In the battle of the badges, the Darlington school had to have one of the best to befit its status as one of the best colleges in the north.

“The red enamel on the badge represents the fight against disease and illness and the white square represents service to humanity,” says the sister.

Then Isobel Johnson from Annfield Plain got in touch. She was presented with her badge when she qualified at the Memorial in 1960, and she nursed for 20 years in the north of the county, becoming night sister at Dunston Hill Hospital in Gateshead. Isobel thinks the design originated with the brothers of the St John of God, who had hospitals at Scorton and Hurworth and who also trained at the Memorial.

“We went to Jerusalem and Bethlehem in January 2000,” she says, “and my husband was looking in a souvenir shop and he said ‘this badge looks like your hospital one’. It only cost a few pounds so we bought it, and with came a piece of paper telling exactly what it means.”
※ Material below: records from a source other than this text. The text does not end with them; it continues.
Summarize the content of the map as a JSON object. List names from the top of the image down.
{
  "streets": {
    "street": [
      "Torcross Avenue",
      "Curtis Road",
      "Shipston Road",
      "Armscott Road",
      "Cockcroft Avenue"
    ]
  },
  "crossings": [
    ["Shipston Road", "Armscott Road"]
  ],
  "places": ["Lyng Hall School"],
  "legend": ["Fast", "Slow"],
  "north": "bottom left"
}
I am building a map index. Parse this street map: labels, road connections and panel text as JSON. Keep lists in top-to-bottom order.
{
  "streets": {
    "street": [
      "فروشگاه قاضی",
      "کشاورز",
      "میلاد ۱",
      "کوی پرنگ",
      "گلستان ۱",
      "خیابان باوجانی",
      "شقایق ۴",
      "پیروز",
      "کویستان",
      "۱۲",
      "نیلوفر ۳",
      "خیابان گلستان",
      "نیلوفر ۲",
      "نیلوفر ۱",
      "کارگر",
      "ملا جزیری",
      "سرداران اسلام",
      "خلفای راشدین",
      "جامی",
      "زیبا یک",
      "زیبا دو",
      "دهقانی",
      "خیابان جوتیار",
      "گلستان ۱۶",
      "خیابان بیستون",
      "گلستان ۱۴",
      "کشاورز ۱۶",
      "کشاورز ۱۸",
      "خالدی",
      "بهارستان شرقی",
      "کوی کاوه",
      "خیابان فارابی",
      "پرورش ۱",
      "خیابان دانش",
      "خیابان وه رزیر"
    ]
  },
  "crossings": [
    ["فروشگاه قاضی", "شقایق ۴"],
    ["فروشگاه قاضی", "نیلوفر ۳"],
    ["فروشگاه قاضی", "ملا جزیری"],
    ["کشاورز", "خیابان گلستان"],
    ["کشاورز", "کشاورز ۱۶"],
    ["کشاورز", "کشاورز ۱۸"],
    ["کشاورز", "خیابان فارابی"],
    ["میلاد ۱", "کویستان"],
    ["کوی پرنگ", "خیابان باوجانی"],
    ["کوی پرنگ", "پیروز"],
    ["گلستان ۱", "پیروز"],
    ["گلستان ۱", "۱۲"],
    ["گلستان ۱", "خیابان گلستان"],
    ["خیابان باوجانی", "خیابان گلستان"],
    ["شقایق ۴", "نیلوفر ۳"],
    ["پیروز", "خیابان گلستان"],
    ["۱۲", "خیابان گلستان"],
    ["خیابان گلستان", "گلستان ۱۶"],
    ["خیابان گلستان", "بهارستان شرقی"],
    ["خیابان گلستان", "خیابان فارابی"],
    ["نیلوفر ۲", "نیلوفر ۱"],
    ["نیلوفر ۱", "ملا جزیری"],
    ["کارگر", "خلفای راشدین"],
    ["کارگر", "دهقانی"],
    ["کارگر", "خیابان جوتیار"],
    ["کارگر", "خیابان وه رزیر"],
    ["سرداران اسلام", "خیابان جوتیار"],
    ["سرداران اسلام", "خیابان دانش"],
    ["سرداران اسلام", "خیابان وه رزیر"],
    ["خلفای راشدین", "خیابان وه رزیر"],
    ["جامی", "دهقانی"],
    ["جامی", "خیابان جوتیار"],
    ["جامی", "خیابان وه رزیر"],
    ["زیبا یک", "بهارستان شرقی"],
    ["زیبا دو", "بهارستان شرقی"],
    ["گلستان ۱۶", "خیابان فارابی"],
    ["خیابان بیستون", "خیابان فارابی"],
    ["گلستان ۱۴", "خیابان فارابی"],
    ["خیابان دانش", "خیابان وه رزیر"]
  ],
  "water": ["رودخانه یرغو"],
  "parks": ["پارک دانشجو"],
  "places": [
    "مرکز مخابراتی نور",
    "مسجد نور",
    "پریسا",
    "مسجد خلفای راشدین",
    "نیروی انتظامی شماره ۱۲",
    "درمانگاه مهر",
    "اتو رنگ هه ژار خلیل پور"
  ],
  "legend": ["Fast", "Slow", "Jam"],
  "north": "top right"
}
It is a Jerusalem Cross, and was the emblem of the Kingdom of Jerusalem that existed between 1099 and 1203. The piece of paper says that the five crosses represent the five nations which were involved in the Crusades, which took place between 1096 and 1271 to prevent the Holy Land falling under Islamic rule. It also says the smaller crosses represent the stars of heaven which shone upon the shepherds, as they watched their flocks, on the night Jesus was born.

In truth, there are lots of potential meanings. The five crosses represent the five wounds of Christ, or the large cross represents Christ and the four smaller ones stand for the four evangelists.

Whatever its meaning, the Darlington Memorial badge was made partly of silver and so was very expensive to produce. We established last week that the nurses who qualified in 1966 were, because of the cost, the last to be presented with it.